- **RECORDS PROVIDED**
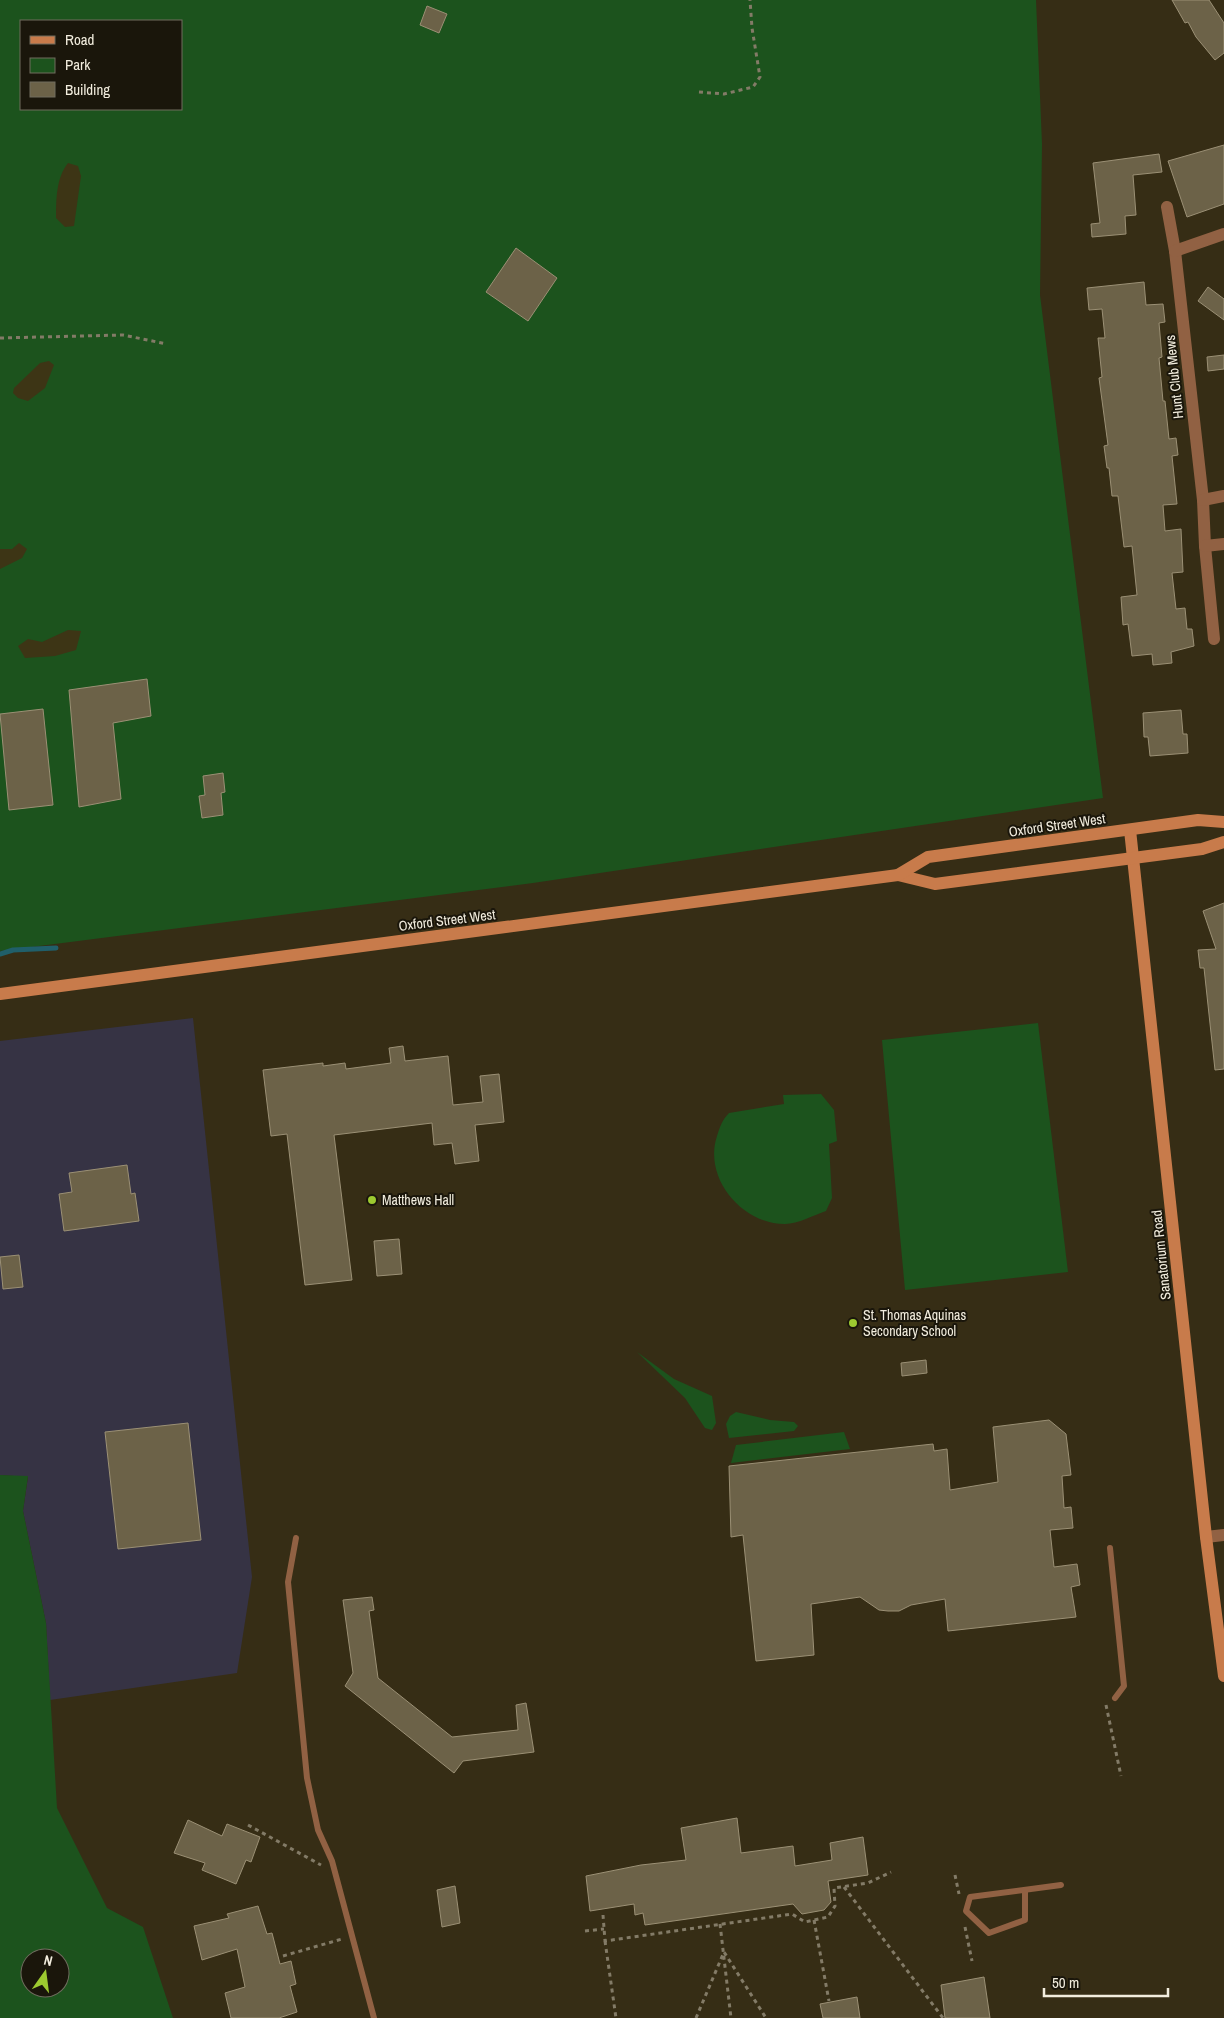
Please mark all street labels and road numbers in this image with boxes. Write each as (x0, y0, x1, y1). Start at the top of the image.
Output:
street label: Hunt Club Mews (1161, 334, 1187, 420)
street label: Oxford Street West (1008, 809, 1106, 841)
street label: Oxford Street West (398, 905, 496, 935)
street label: Sanatorium Road (1147, 1209, 1175, 1301)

- **GOAL OF THE EXERCISE**
Each record above should be repeated exactly, please, without pictures.

- **ANSWER SPACE**
Please mark all street labels and road numbers in this image with boxes. Write each as (x0, y0, x1, y1). Start at the top of the image.
Output:
street label: Hunt Club Mews (1161, 334, 1187, 420)
street label: Oxford Street West (1008, 809, 1106, 841)
street label: Oxford Street West (398, 905, 496, 935)
street label: Sanatorium Road (1147, 1209, 1175, 1301)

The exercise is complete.